*What you need to do:*
Starting at the first line and ending at the last, output the data exactly.
*** Block opens ***
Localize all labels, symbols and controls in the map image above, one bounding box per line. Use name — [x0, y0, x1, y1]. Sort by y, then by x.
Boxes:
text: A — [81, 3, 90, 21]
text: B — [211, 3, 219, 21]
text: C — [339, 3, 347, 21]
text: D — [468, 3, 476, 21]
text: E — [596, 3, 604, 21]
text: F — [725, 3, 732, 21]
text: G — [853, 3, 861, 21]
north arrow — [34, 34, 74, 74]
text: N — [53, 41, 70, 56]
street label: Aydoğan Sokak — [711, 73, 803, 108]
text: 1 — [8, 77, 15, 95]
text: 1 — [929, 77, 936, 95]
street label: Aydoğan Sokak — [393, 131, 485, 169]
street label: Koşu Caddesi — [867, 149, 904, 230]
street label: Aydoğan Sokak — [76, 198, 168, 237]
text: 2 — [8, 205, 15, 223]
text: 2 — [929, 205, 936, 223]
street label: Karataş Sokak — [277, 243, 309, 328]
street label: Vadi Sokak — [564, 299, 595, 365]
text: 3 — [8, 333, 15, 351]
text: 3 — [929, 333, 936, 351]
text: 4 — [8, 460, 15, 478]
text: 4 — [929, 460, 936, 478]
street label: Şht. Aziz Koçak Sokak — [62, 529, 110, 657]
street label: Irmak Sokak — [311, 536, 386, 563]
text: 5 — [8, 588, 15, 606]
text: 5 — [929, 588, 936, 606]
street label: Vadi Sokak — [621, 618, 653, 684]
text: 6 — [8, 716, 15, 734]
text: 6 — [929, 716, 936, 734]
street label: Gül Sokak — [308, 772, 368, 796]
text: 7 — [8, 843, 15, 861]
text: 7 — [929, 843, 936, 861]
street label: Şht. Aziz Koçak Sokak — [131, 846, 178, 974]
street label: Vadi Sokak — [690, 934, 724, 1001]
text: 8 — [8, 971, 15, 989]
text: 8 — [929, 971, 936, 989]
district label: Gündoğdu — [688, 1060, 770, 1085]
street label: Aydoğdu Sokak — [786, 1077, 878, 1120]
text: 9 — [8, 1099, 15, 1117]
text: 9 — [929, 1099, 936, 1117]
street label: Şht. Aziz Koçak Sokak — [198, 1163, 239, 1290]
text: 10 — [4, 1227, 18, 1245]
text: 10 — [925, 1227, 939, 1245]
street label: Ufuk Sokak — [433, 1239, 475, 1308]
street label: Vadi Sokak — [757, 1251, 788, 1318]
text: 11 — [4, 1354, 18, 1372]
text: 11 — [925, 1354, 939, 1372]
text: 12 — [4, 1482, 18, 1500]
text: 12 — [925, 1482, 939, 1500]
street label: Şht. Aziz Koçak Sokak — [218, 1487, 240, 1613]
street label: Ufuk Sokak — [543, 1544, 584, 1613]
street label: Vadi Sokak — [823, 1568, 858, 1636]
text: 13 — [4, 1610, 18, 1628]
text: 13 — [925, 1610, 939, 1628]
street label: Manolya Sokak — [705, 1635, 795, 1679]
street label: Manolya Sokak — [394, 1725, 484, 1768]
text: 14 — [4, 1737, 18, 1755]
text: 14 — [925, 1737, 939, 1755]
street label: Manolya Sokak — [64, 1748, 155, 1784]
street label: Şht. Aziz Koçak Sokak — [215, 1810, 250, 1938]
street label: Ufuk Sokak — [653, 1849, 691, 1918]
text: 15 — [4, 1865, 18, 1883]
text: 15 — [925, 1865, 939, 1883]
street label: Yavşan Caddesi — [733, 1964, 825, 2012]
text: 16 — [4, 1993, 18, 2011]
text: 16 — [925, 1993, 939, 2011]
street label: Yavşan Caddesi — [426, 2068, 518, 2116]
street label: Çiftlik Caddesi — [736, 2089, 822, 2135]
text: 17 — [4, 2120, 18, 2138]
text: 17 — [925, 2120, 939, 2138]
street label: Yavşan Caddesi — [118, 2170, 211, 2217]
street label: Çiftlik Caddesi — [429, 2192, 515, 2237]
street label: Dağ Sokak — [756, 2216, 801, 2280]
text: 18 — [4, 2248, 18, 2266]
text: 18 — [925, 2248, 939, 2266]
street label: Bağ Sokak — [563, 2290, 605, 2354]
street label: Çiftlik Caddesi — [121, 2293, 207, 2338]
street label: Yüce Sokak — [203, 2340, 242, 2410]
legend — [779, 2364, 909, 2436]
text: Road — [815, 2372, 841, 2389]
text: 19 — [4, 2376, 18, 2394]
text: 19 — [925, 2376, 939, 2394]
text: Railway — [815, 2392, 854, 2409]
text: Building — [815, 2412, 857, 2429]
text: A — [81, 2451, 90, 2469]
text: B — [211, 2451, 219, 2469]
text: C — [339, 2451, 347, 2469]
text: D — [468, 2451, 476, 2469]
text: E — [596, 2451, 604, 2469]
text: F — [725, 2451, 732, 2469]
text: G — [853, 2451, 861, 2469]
*** Block closes ***
*Answer for the task:*
Localize all labels, symbols and controls in the map image above, one bounding box per line. Use name — [x0, y0, x1, y1]. Sort by y, then by x.
Boxes:
text: A — [81, 3, 90, 21]
text: B — [211, 3, 219, 21]
text: C — [339, 3, 347, 21]
text: D — [468, 3, 476, 21]
text: E — [596, 3, 604, 21]
text: F — [725, 3, 732, 21]
text: G — [853, 3, 861, 21]
north arrow — [34, 34, 74, 74]
text: N — [53, 41, 70, 56]
street label: Aydoğan Sokak — [711, 73, 803, 108]
text: 1 — [8, 77, 15, 95]
text: 1 — [929, 77, 936, 95]
street label: Aydoğan Sokak — [393, 131, 485, 169]
street label: Koşu Caddesi — [867, 149, 904, 230]
street label: Aydoğan Sokak — [76, 198, 168, 237]
text: 2 — [8, 205, 15, 223]
text: 2 — [929, 205, 936, 223]
street label: Karataş Sokak — [277, 243, 309, 328]
street label: Vadi Sokak — [564, 299, 595, 365]
text: 3 — [8, 333, 15, 351]
text: 3 — [929, 333, 936, 351]
text: 4 — [8, 460, 15, 478]
text: 4 — [929, 460, 936, 478]
street label: Şht. Aziz Koçak Sokak — [62, 529, 110, 657]
street label: Irmak Sokak — [311, 536, 386, 563]
text: 5 — [8, 588, 15, 606]
text: 5 — [929, 588, 936, 606]
street label: Vadi Sokak — [621, 618, 653, 684]
text: 6 — [8, 716, 15, 734]
text: 6 — [929, 716, 936, 734]
street label: Gül Sokak — [308, 772, 368, 796]
text: 7 — [8, 843, 15, 861]
text: 7 — [929, 843, 936, 861]
street label: Şht. Aziz Koçak Sokak — [131, 846, 178, 974]
street label: Vadi Sokak — [690, 934, 724, 1001]
text: 8 — [8, 971, 15, 989]
text: 8 — [929, 971, 936, 989]
district label: Gündoğdu — [688, 1060, 770, 1085]
street label: Aydoğdu Sokak — [786, 1077, 878, 1120]
text: 9 — [8, 1099, 15, 1117]
text: 9 — [929, 1099, 936, 1117]
street label: Şht. Aziz Koçak Sokak — [198, 1163, 239, 1290]
text: 10 — [4, 1227, 18, 1245]
text: 10 — [925, 1227, 939, 1245]
street label: Ufuk Sokak — [433, 1239, 475, 1308]
street label: Vadi Sokak — [757, 1251, 788, 1318]
text: 11 — [4, 1354, 18, 1372]
text: 11 — [925, 1354, 939, 1372]
text: 12 — [4, 1482, 18, 1500]
text: 12 — [925, 1482, 939, 1500]
street label: Şht. Aziz Koçak Sokak — [218, 1487, 240, 1613]
street label: Ufuk Sokak — [543, 1544, 584, 1613]
street label: Vadi Sokak — [823, 1568, 858, 1636]
text: 13 — [4, 1610, 18, 1628]
text: 13 — [925, 1610, 939, 1628]
street label: Manolya Sokak — [705, 1635, 795, 1679]
street label: Manolya Sokak — [394, 1725, 484, 1768]
text: 14 — [4, 1737, 18, 1755]
text: 14 — [925, 1737, 939, 1755]
street label: Manolya Sokak — [64, 1748, 155, 1784]
street label: Şht. Aziz Koçak Sokak — [215, 1810, 250, 1938]
street label: Ufuk Sokak — [653, 1849, 691, 1918]
text: 15 — [4, 1865, 18, 1883]
text: 15 — [925, 1865, 939, 1883]
street label: Yavşan Caddesi — [733, 1964, 825, 2012]
text: 16 — [4, 1993, 18, 2011]
text: 16 — [925, 1993, 939, 2011]
street label: Yavşan Caddesi — [426, 2068, 518, 2116]
street label: Çiftlik Caddesi — [736, 2089, 822, 2135]
text: 17 — [4, 2120, 18, 2138]
text: 17 — [925, 2120, 939, 2138]
street label: Yavşan Caddesi — [118, 2170, 211, 2217]
street label: Çiftlik Caddesi — [429, 2192, 515, 2237]
street label: Dağ Sokak — [756, 2216, 801, 2280]
text: 18 — [4, 2248, 18, 2266]
text: 18 — [925, 2248, 939, 2266]
street label: Bağ Sokak — [563, 2290, 605, 2354]
street label: Çiftlik Caddesi — [121, 2293, 207, 2338]
street label: Yüce Sokak — [203, 2340, 242, 2410]
legend — [779, 2364, 909, 2436]
text: Road — [815, 2372, 841, 2389]
text: 19 — [4, 2376, 18, 2394]
text: 19 — [925, 2376, 939, 2394]
text: Railway — [815, 2392, 854, 2409]
text: Building — [815, 2412, 857, 2429]
text: A — [81, 2451, 90, 2469]
text: B — [211, 2451, 219, 2469]
text: C — [339, 2451, 347, 2469]
text: D — [468, 2451, 476, 2469]
text: E — [596, 2451, 604, 2469]
text: F — [725, 2451, 732, 2469]
text: G — [853, 2451, 861, 2469]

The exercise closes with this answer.